Dual Exchange Rate Will Revive American Manufacturing, Says Economist

THE WOODLANDS, Texas—(BUSINESS WIRE)—Sept. 1, 2005— International Economist Dr. Ravi Batra, addressing over 200 owners and general managers of U.S. manufacturing companies, proposed the establishment of a dual exchange rate for exported manufactured goods. This action would stop the loss of U.S. manufacturing to countries with low labor costs. Batra spoke at the Global Shop Solutions 2005 Users' Conference August 12 at The Woodlands Resort & Conference Center.

A dual exchange rate, while not a new concept and one used by some developing countries, will make U.S. goods much cheaper for purchase in other countries. This action, applied to exports only, will improve the U.S. economy and cut the trade deficit. There would thus be two dollar-exchange rates, one fixed unilaterally by us would apply to our manufactured exports, and the other set by free markets would apply to all other international transactions.

Dr. Batra explained how the dual exchange rate could work: "For instance, we could unilaterally set the exchange rate at 5 Yuan to the dollar for export of U.S. manufactured goods to China and leave the floating exchange rate of 8.1 Yuan alone for imports, tourism, and other matters. America can import cheap and China can import cheap. This way our export prices could fall by 38 percent in China, which will then sharply increase its U.S. imports. We could take similar action with each country where America has a large trade imbalance. For example, with respect to Japan, with a standard of living much like America, our export exchange rate could be set at 80 Yen to the dollar, and our import of manufactured goods, tourism, and other matters would have a floating exchange rate of 110 Yen to the dollar. We should be proactive with each country to bring our trade in balance while exporting more manufactured goods, and abiding by the spirit of free trade embodied in World Trade Organization agreements. Bringing our trade in balance, now running at a $700 billion deficit, should create seven million-plus high paying jobs and reinvigorate our middle class."

Dr. Batra pointed out that free trade should not mean trade imbalance. Other developed countries with high wages, such as Japan and Europe, do not have trade deficits. Countries with a declining manufacturing base have an overall trade deficit.

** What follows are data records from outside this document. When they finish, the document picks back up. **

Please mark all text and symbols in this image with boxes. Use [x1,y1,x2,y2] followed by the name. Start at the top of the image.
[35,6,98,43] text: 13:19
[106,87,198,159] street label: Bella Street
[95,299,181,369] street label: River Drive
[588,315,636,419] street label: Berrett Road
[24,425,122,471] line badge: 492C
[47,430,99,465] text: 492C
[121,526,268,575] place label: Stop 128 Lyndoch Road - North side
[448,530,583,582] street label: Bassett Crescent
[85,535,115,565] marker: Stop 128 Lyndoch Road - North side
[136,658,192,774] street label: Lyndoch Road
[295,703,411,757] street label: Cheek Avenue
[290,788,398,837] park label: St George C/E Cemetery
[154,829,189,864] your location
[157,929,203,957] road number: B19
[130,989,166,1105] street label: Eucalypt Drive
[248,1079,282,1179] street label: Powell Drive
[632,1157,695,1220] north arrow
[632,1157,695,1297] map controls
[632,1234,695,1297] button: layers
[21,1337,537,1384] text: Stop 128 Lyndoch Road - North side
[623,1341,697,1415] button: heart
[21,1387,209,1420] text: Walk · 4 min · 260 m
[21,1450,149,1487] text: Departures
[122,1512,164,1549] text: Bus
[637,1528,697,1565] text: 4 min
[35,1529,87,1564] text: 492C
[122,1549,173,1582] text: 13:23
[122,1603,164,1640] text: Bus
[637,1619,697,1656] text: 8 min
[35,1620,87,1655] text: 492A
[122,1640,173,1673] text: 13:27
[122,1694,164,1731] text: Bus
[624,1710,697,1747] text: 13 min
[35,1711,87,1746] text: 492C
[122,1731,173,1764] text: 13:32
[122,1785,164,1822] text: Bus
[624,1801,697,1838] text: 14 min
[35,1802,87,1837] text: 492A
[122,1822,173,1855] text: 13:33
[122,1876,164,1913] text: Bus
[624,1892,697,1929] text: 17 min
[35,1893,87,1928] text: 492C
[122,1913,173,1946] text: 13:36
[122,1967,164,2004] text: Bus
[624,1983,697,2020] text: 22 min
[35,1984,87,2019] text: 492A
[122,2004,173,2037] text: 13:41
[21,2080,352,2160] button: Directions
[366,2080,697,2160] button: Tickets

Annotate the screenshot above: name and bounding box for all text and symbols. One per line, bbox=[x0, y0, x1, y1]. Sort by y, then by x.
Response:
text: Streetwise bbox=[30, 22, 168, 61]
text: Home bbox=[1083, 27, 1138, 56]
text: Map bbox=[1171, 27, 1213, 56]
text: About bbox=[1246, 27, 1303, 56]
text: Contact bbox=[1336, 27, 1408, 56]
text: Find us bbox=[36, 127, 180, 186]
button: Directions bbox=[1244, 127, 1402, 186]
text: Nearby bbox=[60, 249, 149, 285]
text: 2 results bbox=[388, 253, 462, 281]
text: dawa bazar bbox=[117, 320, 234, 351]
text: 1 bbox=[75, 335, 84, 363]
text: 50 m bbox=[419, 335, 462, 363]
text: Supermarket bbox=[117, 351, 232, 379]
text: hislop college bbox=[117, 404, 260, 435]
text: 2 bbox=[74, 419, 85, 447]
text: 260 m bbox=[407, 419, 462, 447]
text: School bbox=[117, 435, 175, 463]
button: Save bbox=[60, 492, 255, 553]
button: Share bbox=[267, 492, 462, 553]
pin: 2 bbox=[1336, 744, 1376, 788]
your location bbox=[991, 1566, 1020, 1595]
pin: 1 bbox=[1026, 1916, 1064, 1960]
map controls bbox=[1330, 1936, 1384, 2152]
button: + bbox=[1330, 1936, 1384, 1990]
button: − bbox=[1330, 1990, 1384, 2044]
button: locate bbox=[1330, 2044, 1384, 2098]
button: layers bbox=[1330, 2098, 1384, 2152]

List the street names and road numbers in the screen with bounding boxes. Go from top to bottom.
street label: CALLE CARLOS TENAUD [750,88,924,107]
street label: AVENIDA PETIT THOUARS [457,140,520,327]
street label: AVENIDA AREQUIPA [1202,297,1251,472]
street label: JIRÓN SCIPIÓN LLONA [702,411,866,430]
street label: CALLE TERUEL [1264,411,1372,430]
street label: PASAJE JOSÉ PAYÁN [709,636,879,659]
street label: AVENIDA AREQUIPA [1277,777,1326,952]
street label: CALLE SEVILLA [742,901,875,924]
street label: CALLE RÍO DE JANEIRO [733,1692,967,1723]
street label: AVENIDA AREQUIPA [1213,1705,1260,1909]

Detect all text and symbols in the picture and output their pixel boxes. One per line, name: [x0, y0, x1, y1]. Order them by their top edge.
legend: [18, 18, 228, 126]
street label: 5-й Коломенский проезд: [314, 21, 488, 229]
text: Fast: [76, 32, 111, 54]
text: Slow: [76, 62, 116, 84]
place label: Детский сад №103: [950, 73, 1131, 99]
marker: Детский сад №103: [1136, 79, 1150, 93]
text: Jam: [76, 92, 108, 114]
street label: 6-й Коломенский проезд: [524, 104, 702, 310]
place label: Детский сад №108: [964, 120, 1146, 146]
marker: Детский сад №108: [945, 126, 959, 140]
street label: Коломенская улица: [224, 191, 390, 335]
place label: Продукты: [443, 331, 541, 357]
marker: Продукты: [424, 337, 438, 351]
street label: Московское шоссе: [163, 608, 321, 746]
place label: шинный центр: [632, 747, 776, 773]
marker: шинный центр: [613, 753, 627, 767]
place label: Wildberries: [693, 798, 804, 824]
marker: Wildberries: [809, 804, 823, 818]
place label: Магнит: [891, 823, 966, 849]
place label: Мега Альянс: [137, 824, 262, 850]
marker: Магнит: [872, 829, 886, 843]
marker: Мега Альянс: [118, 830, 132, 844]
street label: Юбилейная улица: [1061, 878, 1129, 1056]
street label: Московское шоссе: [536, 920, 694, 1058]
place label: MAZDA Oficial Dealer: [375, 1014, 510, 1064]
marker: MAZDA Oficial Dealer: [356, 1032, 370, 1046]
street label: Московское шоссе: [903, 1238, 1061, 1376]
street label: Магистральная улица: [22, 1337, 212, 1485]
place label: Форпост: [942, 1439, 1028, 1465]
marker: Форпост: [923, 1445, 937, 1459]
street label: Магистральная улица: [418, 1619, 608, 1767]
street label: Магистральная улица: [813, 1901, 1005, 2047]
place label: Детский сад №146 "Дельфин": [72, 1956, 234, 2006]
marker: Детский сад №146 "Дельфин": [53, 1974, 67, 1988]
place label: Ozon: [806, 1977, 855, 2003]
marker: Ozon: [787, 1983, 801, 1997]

Dr. Batra presented charts and facts showing how American manufacturing grew and flourished when tariffs existed, starting in the early 1800's. He illustrated how an area of the country becomes much poorer when manufacturing decreases. American manufacturing employment peaked in 1970 at a little over 21 million. In 2004, manufacturing employment was down to 14.8 million, about 11% of non-farm employment. Tariffs are not acceptable today, but many countries have fixed exchange rates at low levels to stimulate their exports. According to Dr. Batra, the United States should do the same.

About Dr. Ravi Batra:

Dr. Ravi Batra is the author of six international bestsellers. He has appeared on NBC, CNN, ABC, and CNBC and has been profiled in the New York Times, Time, Newsweek, and many more. In 1990, he was awarded a medal of the Italian Senate for his contributions in economics. Dr. Batra is Professor of Economics at Southern Methodist University, Dallas.

About Global Shop Solutions:

Global Shop Solutions is an enterprise resource planning (ERP) software provider that helps its discrete manufacturing customers increase profitability, improve on-time delivery, and enhance productivity. Global Shop Solutions provides its ERP software system, training, support, and consulting services as a management solution to hundreds of manufacturers in the U.S. and Canada. Global Shop Solutions serves a variety of industries, including aerospace and defense, sheet metal fabricators, machine shops, store fixture manufacturers, automotive, screw machine shops, repair facilities, and many others. Global Shop Solutions' software runs on 32-bit Microsoft Windows(TM) Server platforms.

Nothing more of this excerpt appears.